[Start of section]

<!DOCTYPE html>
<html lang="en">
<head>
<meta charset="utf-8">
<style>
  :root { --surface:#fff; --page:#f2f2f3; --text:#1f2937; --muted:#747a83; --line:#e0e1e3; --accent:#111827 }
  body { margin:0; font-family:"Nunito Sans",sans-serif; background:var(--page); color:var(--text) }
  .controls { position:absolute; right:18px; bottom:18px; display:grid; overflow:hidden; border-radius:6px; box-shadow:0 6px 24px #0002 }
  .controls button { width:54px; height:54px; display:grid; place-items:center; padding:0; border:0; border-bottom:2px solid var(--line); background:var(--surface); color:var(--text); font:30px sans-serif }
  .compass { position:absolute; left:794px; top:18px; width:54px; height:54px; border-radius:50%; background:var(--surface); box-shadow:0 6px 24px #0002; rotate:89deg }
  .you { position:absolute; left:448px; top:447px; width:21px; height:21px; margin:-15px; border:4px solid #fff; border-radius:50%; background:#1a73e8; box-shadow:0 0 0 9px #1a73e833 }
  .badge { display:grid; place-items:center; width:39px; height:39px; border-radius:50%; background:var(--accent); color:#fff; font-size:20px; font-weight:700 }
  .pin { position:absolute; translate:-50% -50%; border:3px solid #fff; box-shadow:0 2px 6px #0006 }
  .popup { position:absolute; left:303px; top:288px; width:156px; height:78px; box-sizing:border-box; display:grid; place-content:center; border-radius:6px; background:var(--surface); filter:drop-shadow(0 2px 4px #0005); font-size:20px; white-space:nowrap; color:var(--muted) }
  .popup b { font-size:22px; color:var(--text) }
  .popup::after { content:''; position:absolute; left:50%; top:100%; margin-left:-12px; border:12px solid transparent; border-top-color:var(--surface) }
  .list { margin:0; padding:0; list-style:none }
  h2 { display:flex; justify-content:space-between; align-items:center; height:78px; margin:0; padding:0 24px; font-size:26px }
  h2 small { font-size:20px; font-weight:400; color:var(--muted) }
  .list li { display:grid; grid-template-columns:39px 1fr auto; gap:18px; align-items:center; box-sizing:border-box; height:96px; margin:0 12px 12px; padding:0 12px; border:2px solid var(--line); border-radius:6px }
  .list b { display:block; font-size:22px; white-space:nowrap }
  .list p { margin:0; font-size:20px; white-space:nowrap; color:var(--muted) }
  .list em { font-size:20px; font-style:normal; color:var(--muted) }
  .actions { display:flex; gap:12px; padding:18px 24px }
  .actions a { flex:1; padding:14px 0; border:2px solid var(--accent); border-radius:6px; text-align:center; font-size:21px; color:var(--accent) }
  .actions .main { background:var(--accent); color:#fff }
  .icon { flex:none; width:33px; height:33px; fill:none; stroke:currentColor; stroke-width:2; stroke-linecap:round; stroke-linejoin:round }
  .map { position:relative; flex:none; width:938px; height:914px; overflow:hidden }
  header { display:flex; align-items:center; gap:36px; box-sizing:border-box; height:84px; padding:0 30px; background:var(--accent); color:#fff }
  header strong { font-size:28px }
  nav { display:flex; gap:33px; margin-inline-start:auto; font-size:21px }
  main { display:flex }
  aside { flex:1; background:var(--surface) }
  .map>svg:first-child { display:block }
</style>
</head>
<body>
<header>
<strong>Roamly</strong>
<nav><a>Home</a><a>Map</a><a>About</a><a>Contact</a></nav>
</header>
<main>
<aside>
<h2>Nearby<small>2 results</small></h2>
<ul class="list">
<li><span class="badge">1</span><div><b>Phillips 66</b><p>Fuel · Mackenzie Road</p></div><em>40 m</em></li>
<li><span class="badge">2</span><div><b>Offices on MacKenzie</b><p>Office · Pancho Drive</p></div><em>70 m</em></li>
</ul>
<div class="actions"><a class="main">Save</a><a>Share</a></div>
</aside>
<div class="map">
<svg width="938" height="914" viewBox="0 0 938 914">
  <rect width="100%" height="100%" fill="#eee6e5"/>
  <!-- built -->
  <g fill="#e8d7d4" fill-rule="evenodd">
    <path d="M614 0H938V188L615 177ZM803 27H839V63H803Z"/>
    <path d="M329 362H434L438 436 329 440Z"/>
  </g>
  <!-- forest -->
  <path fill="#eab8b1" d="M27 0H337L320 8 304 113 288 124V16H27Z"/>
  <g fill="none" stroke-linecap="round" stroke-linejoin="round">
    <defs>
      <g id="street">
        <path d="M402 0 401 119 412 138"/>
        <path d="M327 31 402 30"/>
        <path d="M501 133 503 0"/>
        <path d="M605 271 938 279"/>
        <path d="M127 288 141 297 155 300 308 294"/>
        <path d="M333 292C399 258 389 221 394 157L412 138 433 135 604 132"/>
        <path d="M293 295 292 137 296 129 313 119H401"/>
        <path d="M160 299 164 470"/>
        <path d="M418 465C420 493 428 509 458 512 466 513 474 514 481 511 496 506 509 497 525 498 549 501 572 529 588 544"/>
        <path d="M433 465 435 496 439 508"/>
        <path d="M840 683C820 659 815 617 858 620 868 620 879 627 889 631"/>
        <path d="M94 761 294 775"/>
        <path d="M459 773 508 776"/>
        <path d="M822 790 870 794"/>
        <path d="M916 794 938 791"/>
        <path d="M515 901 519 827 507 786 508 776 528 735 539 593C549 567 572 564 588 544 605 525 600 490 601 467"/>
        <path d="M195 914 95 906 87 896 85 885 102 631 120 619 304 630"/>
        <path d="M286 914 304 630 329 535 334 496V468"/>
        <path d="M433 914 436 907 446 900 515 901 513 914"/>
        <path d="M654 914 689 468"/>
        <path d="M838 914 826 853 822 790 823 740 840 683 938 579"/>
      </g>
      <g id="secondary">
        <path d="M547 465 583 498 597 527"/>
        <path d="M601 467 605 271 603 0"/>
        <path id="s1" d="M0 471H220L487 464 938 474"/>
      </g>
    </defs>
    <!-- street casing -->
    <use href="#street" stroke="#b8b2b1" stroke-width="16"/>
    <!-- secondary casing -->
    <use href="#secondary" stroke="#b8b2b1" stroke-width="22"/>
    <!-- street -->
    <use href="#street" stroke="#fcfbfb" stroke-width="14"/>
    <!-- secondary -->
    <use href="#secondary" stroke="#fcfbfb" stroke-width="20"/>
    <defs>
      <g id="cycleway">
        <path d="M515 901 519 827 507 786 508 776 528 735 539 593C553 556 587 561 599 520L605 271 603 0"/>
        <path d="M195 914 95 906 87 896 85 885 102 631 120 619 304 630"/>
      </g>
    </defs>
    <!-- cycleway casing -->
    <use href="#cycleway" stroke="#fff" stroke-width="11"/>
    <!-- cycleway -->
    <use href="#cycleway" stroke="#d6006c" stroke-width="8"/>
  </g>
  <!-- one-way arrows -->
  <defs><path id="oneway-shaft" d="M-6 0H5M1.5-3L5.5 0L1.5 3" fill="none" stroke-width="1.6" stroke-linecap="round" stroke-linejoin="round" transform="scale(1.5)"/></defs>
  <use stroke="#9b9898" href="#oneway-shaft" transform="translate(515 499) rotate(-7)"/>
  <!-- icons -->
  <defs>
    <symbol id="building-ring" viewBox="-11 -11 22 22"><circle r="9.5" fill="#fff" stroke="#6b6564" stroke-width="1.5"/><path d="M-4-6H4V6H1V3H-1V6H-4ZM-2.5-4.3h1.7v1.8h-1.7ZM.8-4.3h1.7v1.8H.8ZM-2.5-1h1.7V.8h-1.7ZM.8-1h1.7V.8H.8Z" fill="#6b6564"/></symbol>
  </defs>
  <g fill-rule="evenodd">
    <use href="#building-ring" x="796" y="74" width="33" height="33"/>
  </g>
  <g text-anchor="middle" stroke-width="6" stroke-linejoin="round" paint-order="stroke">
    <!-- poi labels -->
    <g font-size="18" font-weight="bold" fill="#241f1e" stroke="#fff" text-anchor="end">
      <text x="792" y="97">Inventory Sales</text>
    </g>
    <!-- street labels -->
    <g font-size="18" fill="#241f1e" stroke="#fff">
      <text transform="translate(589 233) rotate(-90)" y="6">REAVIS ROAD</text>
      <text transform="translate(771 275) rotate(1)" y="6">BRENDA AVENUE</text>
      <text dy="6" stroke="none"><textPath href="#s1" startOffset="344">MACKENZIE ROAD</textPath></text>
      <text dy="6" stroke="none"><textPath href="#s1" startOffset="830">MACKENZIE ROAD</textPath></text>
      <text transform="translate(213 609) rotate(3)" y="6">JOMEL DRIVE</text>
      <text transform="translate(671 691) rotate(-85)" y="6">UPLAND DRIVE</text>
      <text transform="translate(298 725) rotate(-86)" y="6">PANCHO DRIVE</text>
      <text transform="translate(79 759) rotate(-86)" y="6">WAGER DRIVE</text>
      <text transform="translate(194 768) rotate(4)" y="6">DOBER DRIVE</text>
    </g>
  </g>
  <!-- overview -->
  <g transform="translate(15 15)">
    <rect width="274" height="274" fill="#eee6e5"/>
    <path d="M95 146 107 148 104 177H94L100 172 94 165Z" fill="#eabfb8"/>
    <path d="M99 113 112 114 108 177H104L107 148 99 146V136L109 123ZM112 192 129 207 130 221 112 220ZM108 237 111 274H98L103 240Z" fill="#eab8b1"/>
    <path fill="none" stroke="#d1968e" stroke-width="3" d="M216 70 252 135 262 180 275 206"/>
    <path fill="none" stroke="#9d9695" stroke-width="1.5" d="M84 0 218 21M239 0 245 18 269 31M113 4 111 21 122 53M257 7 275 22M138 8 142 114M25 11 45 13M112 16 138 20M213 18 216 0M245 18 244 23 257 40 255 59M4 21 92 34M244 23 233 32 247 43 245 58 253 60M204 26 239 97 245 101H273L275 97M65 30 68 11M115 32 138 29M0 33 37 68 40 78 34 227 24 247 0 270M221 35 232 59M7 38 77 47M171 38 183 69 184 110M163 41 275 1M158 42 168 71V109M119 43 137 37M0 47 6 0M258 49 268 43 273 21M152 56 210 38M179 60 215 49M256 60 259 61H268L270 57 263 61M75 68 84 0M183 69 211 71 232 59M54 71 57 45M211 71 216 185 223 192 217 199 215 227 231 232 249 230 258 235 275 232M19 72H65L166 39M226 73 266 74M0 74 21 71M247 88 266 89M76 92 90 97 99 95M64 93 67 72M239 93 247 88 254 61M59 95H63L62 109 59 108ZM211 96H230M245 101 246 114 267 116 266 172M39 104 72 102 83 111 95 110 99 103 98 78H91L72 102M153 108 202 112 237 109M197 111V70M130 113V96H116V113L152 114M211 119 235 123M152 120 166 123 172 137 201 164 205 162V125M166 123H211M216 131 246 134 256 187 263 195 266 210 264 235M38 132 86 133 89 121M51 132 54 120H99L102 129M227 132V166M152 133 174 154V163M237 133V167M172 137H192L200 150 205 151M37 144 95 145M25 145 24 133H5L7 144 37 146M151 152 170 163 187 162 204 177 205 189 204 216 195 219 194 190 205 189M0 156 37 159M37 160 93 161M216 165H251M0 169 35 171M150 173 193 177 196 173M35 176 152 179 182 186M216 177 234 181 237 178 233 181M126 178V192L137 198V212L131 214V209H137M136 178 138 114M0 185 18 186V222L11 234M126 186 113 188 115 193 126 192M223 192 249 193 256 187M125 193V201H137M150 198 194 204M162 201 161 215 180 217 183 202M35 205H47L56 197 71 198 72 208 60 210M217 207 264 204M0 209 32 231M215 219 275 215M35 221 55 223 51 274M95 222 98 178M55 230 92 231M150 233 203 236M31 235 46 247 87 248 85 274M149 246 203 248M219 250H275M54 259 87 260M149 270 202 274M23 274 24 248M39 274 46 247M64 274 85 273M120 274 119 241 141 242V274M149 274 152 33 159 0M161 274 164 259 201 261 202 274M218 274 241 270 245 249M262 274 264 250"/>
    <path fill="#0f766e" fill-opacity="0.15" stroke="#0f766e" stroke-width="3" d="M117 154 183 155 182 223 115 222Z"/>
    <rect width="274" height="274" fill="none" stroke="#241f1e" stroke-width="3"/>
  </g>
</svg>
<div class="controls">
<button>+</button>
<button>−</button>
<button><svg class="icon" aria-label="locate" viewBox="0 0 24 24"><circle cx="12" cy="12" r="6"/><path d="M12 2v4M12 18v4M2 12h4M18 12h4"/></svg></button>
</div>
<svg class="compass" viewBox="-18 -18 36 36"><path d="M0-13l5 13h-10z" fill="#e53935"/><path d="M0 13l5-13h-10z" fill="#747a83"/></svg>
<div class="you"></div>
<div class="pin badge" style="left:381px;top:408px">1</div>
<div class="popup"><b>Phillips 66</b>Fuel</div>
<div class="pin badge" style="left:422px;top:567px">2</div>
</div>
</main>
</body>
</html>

[End of section]

All that should be written out is the stretch of lines above between the one holding "width:54px; height:54px; display:grid;" and the one holding "position:absolute; left:794px; top:18px;", inclusive, exactly as given.

  .controls button { width:54px; height:54px; display:grid; place-items:center; padding:0; border:0; border-bottom:2px solid var(--line); background:var(--surface); color:var(--text); font:30px sans-serif }
  .compass { position:absolute; left:794px; top:18px; width:54px; height:54px; border-radius:50%; background:var(--surface); box-shadow:0 6px 24px #0002; rotate:89deg }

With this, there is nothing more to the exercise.